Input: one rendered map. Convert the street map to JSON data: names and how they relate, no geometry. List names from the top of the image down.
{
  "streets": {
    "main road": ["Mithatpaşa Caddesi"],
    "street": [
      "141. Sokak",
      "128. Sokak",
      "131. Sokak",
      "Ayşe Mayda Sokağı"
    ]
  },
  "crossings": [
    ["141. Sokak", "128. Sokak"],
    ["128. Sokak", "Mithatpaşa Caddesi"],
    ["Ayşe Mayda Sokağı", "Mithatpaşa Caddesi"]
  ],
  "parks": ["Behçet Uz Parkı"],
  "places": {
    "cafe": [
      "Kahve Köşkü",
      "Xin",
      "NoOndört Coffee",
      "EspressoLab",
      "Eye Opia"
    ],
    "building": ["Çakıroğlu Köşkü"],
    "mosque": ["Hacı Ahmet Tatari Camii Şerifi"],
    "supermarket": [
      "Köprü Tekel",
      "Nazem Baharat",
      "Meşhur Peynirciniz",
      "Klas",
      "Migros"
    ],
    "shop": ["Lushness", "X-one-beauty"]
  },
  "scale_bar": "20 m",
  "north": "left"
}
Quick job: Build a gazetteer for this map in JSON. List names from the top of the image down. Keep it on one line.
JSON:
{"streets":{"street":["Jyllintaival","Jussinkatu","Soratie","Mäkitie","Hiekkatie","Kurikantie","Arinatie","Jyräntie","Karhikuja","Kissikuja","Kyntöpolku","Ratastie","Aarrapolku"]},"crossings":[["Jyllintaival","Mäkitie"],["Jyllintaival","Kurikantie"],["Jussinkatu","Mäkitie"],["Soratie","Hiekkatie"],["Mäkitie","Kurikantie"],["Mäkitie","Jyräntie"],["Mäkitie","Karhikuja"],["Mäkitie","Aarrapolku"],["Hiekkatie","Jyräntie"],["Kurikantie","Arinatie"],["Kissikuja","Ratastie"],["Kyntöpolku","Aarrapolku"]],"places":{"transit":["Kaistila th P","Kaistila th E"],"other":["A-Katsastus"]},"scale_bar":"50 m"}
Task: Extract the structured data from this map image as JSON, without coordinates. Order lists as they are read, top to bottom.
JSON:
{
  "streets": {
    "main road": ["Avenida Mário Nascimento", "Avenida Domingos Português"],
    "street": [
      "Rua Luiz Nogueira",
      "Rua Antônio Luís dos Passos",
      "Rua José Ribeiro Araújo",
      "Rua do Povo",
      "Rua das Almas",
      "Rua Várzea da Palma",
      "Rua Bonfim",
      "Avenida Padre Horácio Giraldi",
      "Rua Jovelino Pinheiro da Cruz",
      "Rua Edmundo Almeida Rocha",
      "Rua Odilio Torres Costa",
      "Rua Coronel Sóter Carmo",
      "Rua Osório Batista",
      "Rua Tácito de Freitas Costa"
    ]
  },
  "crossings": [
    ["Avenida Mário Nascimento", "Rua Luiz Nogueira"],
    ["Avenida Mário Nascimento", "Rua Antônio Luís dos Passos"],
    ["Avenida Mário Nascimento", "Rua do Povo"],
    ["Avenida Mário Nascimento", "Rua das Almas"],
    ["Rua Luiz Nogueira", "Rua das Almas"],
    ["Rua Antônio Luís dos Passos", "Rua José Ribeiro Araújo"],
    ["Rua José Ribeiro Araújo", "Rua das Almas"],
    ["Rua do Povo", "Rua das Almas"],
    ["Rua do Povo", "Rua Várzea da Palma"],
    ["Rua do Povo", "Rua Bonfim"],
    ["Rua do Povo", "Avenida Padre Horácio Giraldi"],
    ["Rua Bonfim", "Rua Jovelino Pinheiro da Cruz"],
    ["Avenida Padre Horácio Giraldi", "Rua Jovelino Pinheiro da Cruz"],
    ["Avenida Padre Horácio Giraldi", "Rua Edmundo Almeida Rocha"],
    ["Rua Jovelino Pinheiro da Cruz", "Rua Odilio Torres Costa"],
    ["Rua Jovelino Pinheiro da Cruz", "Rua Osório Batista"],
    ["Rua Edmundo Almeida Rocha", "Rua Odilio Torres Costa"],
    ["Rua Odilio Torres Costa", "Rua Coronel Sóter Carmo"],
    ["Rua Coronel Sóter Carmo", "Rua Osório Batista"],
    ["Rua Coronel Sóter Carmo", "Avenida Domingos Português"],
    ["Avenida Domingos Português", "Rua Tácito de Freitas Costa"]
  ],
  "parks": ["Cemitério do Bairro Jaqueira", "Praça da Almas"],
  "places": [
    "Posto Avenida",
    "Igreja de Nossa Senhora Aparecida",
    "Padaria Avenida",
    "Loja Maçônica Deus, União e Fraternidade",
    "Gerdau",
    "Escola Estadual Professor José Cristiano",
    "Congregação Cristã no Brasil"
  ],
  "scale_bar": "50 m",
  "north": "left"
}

• EXERCISE: The lines from the start of the entries above through the line containing "Task: Extract the" are the ones to return, please; copy them exactly and include both ends.

• RESULT:
Input: one rendered map. Convert the street map to JSON data: names and how they relate, no geometry. List names from the top of the image down.
{
  "streets": {
    "main road": ["Mithatpaşa Caddesi"],
    "street": [
      "141. Sokak",
      "128. Sokak",
      "131. Sokak",
      "Ayşe Mayda Sokağı"
    ]
  },
  "crossings": [
    ["141. Sokak", "128. Sokak"],
    ["128. Sokak", "Mithatpaşa Caddesi"],
    ["Ayşe Mayda Sokağı", "Mithatpaşa Caddesi"]
  ],
  "parks": ["Behçet Uz Parkı"],
  "places": {
    "cafe": [
      "Kahve Köşkü",
      "Xin",
      "NoOndört Coffee",
      "EspressoLab",
      "Eye Opia"
    ],
    "building": ["Çakıroğlu Köşkü"],
    "mosque": ["Hacı Ahmet Tatari Camii Şerifi"],
    "supermarket": [
      "Köprü Tekel",
      "Nazem Baharat",
      "Meşhur Peynirciniz",
      "Klas",
      "Migros"
    ],
    "shop": ["Lushness", "X-one-beauty"]
  },
  "scale_bar": "20 m",
  "north": "left"
}
Quick job: Build a gazetteer for this map in JSON. List names from the top of the image down. Keep it on one line.
JSON:
{"streets":{"street":["Jyllintaival","Jussinkatu","Soratie","Mäkitie","Hiekkatie","Kurikantie","Arinatie","Jyräntie","Karhikuja","Kissikuja","Kyntöpolku","Ratastie","Aarrapolku"]},"crossings":[["Jyllintaival","Mäkitie"],["Jyllintaival","Kurikantie"],["Jussinkatu","Mäkitie"],["Soratie","Hiekkatie"],["Mäkitie","Kurikantie"],["Mäkitie","Jyräntie"],["Mäkitie","Karhikuja"],["Mäkitie","Aarrapolku"],["Hiekkatie","Jyräntie"],["Kurikantie","Arinatie"],["Kissikuja","Ratastie"],["Kyntöpolku","Aarrapolku"]],"places":{"transit":["Kaistila th P","Kaistila th E"],"other":["A-Katsastus"]},"scale_bar":"50 m"}
Task: Extract the structured data from this map image as JSON, without coordinates. Order lists as they are read, top to bottom.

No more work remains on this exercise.